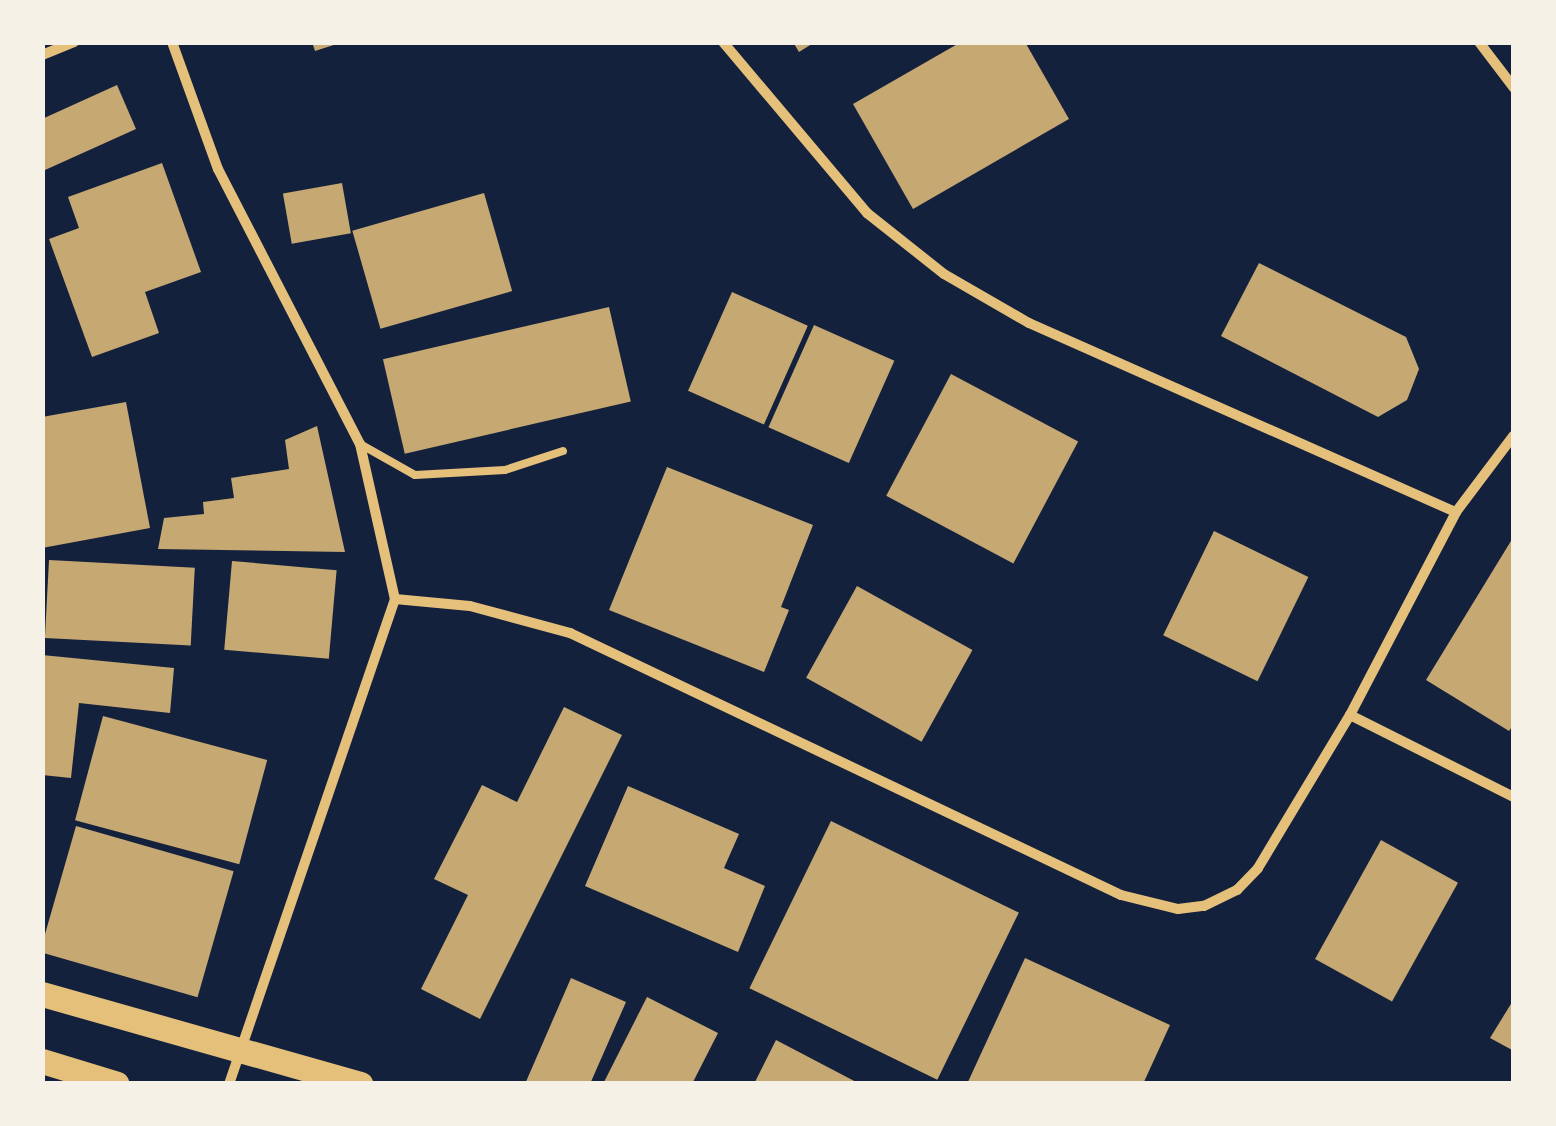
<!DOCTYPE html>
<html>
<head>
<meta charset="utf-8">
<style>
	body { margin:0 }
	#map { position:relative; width:1556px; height:1126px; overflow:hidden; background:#14213d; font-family:Figtree,sans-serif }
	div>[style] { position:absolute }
	.building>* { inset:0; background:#c6a872; transform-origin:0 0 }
	.service>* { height:8px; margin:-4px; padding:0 4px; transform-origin:4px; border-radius:4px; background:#e5c07b }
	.minor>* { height:10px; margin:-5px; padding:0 5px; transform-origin:5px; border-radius:5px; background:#e5c07b }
	.primary>* { height:25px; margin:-12.5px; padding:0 12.5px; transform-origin:12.5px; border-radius:12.5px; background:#e5c07b }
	span { translate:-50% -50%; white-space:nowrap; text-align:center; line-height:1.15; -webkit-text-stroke:9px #f6f1e7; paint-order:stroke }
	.frame { position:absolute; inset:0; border:45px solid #f6f1e7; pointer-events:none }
</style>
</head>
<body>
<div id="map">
	<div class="building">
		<div style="clip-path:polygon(312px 42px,340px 42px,340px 43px,315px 51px)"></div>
		<div style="clip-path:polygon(793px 42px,815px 42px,799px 52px)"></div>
		<div style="clip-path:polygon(961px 42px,1025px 42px,1069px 119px,913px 209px,853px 104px)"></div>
		<div style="clip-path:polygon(117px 85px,136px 129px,45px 170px,42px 119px)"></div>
		<div style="clip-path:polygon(162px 163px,201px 272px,145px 292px,159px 333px,92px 357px,49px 239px,79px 228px,68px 197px)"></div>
		<div style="left:342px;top:183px;width:51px;height:60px;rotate:80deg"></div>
		<div style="left:484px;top:193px;width:102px;height:137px;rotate:74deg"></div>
		<div style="clip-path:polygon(1259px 263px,1406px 337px,1419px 369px,1407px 400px,1378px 417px,1221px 336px)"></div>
		<div style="left:732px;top:292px;width:83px;height:108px;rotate:24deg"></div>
		<div style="left:609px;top:307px;width:97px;height:232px;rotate:77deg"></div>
		<div style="left:814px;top:325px;width:88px;height:112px;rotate:24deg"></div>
		<div style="left:951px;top:374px;width:144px;height:138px;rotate:28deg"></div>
		<div style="clip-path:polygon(126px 402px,150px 528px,42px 548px,42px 417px)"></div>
		<div style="clip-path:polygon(317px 426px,345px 552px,158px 549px,164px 518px,204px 514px,203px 502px,234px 498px,231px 478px,289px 469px,285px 440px)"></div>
		<div style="clip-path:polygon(667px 467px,813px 525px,781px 607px,789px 610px,764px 672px,609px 610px)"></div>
		<div style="left:1214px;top:531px;width:105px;height:116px;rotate:26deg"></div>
		<div style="clip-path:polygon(1514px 536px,1514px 724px,1509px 731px,1426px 680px)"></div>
		<div style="left:49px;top:560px;width:146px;height:78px;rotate:3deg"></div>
		<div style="left:232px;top:561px;width:105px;height:89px;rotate:5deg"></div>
		<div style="left:857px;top:586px;width:132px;height:105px;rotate:29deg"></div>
		<div style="clip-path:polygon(42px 655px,174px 668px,170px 713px,79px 703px,71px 778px,42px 775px)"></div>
		<div style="clip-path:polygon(564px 707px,622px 735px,480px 1019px,421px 989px,468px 895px,434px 879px,482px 785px,517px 802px)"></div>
		<div style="left:103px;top:716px;width:170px;height:108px;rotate:15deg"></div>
		<div style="clip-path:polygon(628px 786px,739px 834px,724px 868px,765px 886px,738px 952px,585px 886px)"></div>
		<div style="left:831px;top:821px;width:209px;height:186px;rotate:26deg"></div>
		<div style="left:76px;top:826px;width:164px;height:131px;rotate:16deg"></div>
		<div style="left:1381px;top:840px;width:88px;height:136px;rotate:29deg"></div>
		<div style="clip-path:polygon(1025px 958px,1170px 1025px,1143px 1084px,967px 1084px)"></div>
		<div style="clip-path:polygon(571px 978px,626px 1002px,590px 1084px,525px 1084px)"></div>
		<div style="clip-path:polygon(647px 997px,718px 1033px,692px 1084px,603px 1084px)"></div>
		<div style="clip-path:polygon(1514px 999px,1514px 1051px,1490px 1038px)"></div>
		<div style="clip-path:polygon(776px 1040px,860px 1084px,754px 1084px)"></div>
	</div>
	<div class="service">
		<div style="left:360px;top:444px;width:63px;rotate:29.4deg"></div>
		<div style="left:415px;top:475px;width:90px;rotate:-3.2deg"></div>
		<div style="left:505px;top:470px;width:61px;rotate:-18.1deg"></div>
	</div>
	<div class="minor">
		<div style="left:172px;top:42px;width:135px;rotate:70.1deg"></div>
		<div style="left:218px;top:169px;width:309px;rotate:62.7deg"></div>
		<div style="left:360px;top:444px;width:159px;rotate:77.3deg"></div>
		<div style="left:395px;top:599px;width:513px;rotate:108.89deg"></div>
		<div style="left:723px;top:42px;width:224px;rotate:49.9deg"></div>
		<div style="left:867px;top:213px;width:98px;rotate:38.4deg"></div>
		<div style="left:944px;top:274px;width:98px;rotate:30deg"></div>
		<div style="left:1029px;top:323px;width:467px;rotate:23.9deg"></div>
		<div style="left:1479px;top:42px;width:58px;rotate:52.7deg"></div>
		<div style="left:42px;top:55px;width:35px;rotate:-22deg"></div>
		<div style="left:395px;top:599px;width:75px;rotate:5.3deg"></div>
		<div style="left:470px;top:606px;width:104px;rotate:15.1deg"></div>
		<div style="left:570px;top:633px;width:610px;rotate:25.43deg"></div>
		<div style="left:1121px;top:895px;width:59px;rotate:13.8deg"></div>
		<div style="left:1178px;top:909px;width:26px;rotate:-7deg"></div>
		<div style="left:1204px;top:906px;width:37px;rotate:-26deg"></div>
		<div style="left:1237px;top:890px;width:30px;rotate:-46deg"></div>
		<div style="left:1258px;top:868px;width:179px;rotate:-59deg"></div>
		<div style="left:1350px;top:715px;width:229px;rotate:-62.4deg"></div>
		<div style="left:1456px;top:512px;width:96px;rotate:-53deg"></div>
		<div style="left:1350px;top:715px;width:183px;rotate:26.6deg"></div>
	</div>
	<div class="primary">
		<div style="left:42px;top:994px;width:331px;rotate:15.8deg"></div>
		<div style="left:42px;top:1061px;width:78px;rotate:17deg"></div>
	</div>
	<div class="frame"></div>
</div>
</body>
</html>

WORK INSTRUCTION ▸
Return, exactly as they stand, the lines from the opening line of the listing through the line with "position:relative; width:1556px; height:1126px;", both ends counted, and no pictures.

EXERCISE RESPONSE ▸
<!DOCTYPE html>
<html>
<head>
<meta charset="utf-8">
<style>
	body { margin:0 }
	#map { position:relative; width:1556px; height:1126px; overflow:hidden; background:#14213d; font-family:Figtree,sans-serif }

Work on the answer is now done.